DATA SECTION:
****

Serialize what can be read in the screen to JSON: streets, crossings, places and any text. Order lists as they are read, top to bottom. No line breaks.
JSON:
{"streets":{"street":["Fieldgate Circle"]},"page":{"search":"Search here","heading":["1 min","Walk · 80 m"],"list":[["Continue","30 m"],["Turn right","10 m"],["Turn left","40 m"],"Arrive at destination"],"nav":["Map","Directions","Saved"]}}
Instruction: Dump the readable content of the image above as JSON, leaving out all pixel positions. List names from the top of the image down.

****

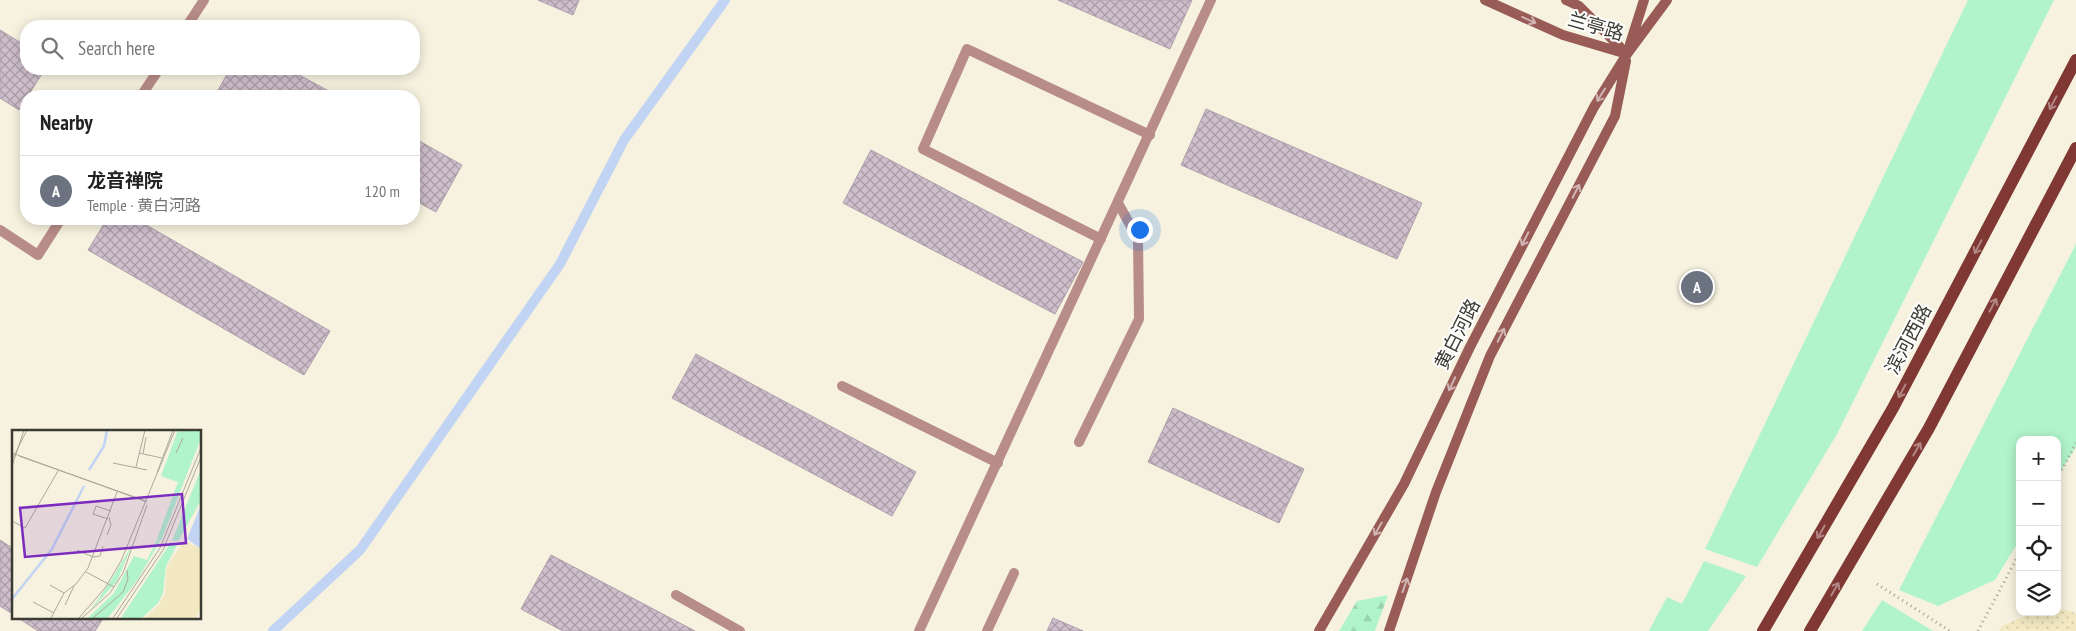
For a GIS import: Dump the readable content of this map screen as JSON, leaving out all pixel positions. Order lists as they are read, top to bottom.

****

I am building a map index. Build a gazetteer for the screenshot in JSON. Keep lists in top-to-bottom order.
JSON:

****

WHAT THE TASK REQUIRES:
Using the listing above, show every line that includes the string "readable".

ANSWER SECTION:
Instruction: Dump the readable content of the image above as JSON, leaving out all pixel positions. List names from the top of the image down.
For a GIS import: Dump the readable content of this map screen as JSON, leaving out all pixel positions. Order lists as they are read, top to bottom.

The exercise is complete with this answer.